The World of Adventure. (Cassell and Co.)—This collection of "stirring
scenes and moving accidents" is an excellent exposition of an idea which is not the less valuable because it is not new. Some of our more elderly readers will possibly remember the Excitement—" Excitement to Read" was its full title—a volume which used to appear annually for some time during the first half of this century. It was a small volume, containing perhaps some dozen articles, and costing, we may venture to say, as much as the very handsome volume, with its 750 pages of letterpress and its couple of hundred illustrations. Verily, the youth of this generation are well cared for ! No particular arrangement is aimed at in this volume; indeed, variety is made its charac- teristic, and very rightly too.
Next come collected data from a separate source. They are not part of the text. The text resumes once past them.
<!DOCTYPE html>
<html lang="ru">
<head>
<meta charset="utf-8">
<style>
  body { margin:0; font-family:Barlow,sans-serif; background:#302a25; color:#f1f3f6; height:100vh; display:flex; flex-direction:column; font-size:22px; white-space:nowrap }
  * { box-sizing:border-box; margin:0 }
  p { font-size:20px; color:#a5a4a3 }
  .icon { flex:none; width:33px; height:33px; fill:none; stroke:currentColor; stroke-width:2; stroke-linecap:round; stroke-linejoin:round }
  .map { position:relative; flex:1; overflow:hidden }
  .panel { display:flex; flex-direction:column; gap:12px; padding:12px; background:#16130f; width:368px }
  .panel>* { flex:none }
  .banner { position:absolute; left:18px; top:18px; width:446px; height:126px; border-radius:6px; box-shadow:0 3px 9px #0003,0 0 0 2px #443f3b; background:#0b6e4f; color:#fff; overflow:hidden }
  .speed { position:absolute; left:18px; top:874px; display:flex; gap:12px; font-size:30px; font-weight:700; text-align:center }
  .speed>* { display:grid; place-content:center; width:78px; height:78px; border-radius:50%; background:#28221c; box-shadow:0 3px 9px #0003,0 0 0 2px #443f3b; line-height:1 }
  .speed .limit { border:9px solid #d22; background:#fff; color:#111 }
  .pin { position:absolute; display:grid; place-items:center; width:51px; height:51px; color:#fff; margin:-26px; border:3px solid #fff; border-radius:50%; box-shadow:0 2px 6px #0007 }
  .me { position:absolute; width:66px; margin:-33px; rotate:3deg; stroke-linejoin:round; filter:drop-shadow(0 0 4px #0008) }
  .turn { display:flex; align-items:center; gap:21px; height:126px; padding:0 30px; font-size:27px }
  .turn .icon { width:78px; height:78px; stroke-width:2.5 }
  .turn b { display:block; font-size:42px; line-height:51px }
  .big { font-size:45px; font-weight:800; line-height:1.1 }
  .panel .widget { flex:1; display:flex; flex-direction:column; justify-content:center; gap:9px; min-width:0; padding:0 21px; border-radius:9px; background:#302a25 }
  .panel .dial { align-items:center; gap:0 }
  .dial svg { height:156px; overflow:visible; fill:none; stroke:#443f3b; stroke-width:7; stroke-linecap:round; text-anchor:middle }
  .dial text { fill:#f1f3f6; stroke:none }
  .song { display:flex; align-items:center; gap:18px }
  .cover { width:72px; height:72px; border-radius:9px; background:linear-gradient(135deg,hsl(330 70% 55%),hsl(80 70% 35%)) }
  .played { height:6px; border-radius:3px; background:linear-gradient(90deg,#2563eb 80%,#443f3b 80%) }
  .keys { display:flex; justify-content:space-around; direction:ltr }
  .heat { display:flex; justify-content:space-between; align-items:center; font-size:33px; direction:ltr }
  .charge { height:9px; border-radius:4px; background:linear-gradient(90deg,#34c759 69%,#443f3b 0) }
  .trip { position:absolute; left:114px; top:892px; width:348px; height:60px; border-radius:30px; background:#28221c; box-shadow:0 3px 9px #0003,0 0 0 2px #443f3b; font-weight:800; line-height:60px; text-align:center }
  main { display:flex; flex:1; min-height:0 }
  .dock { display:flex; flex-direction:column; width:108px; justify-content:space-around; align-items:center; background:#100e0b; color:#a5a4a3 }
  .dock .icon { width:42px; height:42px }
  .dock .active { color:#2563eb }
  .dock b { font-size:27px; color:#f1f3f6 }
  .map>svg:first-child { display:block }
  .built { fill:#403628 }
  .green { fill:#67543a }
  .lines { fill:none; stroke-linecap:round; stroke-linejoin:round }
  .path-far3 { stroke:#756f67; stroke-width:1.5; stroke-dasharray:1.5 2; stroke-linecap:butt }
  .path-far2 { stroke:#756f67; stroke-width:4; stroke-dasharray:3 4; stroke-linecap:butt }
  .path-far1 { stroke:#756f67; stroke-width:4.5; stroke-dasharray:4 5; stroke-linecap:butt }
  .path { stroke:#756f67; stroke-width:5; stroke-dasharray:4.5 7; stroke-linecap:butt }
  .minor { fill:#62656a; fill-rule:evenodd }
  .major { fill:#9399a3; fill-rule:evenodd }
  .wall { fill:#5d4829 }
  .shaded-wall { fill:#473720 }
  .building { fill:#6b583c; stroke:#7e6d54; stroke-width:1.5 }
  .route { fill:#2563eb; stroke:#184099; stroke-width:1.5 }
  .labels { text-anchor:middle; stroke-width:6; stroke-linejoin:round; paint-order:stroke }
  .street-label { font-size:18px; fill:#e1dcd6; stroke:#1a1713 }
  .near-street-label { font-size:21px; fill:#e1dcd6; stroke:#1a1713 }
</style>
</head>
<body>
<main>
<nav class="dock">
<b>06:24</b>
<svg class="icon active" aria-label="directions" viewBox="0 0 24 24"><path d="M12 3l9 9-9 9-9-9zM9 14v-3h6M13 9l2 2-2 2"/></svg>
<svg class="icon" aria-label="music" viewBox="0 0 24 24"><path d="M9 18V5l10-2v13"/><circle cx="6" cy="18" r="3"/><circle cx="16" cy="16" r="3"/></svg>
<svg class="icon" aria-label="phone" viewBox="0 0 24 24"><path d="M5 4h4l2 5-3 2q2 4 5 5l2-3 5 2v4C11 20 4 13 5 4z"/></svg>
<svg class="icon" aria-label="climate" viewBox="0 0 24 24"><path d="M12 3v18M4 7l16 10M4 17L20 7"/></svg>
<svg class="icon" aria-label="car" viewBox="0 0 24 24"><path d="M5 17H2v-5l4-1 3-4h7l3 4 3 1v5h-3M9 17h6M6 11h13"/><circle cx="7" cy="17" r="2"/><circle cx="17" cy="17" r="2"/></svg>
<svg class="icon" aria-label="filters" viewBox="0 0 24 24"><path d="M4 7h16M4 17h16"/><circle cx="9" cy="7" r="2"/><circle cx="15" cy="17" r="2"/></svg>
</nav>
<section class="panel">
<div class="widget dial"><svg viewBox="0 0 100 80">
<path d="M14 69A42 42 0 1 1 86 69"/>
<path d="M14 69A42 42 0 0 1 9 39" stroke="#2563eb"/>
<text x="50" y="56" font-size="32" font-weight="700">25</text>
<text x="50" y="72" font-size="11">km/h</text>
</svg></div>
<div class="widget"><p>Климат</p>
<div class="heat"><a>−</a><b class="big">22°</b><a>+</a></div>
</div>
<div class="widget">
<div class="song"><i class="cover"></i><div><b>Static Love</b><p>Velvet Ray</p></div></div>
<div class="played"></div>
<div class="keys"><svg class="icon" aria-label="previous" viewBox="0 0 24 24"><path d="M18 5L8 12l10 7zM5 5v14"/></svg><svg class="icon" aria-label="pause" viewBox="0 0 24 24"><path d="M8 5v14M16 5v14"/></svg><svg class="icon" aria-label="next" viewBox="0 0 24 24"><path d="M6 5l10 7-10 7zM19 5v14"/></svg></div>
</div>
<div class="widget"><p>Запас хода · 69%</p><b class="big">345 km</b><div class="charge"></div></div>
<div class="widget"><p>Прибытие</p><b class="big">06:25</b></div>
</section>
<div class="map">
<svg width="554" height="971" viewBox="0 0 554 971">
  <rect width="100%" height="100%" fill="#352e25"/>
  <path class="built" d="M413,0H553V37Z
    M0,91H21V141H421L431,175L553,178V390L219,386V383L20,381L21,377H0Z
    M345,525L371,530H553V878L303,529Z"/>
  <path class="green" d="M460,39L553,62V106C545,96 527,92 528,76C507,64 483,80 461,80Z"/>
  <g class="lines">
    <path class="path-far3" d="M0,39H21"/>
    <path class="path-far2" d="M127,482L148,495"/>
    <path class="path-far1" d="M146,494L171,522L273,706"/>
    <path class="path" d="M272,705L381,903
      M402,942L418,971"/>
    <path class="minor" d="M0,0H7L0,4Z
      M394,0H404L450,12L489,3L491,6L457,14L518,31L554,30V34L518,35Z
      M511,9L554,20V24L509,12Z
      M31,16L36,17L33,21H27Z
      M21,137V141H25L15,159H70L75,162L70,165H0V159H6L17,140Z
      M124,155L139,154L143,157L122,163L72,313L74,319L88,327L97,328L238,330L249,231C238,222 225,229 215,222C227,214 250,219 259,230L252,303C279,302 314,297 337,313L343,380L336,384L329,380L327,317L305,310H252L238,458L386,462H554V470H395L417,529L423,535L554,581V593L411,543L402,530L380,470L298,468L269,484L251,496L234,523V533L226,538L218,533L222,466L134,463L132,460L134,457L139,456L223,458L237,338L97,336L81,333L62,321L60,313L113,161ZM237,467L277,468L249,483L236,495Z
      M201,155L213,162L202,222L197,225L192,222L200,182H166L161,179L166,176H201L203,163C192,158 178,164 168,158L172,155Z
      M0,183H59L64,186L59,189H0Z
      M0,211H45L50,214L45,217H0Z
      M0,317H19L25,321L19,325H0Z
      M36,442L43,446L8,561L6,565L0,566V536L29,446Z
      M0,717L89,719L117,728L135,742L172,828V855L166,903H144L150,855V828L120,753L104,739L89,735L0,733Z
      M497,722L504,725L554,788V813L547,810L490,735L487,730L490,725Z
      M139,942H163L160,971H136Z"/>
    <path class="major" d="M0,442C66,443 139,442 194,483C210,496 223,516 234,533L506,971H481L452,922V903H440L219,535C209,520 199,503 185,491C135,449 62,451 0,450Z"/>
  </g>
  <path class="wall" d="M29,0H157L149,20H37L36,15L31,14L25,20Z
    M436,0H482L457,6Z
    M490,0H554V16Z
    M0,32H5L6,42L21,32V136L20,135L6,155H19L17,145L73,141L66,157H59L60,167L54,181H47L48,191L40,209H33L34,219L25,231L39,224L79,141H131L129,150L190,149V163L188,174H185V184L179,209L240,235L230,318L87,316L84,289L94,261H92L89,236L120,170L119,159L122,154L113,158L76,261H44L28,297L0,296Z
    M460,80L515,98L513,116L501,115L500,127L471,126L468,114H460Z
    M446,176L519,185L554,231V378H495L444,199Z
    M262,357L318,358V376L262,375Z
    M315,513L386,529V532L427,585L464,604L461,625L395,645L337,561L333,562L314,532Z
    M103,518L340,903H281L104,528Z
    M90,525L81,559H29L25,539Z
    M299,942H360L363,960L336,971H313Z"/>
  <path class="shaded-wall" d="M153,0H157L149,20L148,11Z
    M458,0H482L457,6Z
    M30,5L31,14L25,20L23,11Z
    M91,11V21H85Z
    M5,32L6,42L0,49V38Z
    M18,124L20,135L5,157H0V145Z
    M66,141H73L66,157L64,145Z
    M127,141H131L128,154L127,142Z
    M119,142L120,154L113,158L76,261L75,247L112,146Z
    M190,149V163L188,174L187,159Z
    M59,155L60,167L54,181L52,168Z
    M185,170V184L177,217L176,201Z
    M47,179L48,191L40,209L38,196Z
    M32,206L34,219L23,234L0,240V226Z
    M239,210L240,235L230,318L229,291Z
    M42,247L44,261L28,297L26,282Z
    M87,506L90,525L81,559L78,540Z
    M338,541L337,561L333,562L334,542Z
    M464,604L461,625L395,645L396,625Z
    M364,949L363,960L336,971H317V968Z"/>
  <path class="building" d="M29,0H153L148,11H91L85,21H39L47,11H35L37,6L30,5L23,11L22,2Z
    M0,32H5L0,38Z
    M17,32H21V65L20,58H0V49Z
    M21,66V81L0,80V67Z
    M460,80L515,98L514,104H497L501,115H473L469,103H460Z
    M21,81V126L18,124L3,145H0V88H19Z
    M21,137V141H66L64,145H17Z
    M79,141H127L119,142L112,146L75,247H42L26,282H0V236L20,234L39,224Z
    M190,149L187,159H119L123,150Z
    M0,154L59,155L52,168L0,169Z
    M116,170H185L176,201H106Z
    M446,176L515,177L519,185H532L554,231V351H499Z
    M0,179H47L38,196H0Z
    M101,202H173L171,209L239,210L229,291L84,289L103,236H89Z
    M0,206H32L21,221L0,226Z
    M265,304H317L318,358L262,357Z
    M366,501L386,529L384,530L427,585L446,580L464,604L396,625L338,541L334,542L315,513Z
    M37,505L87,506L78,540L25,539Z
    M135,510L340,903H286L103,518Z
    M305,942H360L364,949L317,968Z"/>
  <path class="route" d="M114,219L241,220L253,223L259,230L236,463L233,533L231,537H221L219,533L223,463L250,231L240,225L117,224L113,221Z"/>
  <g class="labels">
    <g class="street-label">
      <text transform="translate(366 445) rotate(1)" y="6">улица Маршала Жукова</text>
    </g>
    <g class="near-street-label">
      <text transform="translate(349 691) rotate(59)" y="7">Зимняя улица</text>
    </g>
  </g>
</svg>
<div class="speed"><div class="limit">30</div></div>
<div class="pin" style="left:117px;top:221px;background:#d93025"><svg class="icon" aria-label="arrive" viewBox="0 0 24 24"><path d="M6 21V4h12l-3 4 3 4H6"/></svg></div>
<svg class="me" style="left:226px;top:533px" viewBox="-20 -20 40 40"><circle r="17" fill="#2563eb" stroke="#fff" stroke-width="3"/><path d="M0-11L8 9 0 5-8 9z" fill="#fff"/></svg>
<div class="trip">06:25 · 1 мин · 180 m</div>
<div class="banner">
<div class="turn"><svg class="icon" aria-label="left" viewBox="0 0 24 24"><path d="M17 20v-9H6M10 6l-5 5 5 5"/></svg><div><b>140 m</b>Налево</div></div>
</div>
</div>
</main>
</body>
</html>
First, we have a trapper's escape from the Blackfeet, and an Alpine traveller's "race with an avalanche." Then comes an episode of the Crimean War, one that has been overshadowed by the renown of another deed of courage, but is well worthy of record,—" The Charge of the Three Hundred' at Balaclava." The Heavy Brigade showed a courage that was equal to that of their fellows of the Light Cavalry, and they met with a happier fate. Then we have the very curious story of how Mr. Williams, of Redruth, dreamt the scene of Perceval's assassination.; and after this the story of Pompeii. Tales of smuggling and privateering follow. From them we are taken back to Scotland, and the brave effort of Catherine Douglas to save her Queen, and the tale of Eyam, the
plague-stricken village in Derbyshire, and its heroic rector, Mompesson. We need not carry on our description of the book. It is certainly one of the best of its kind.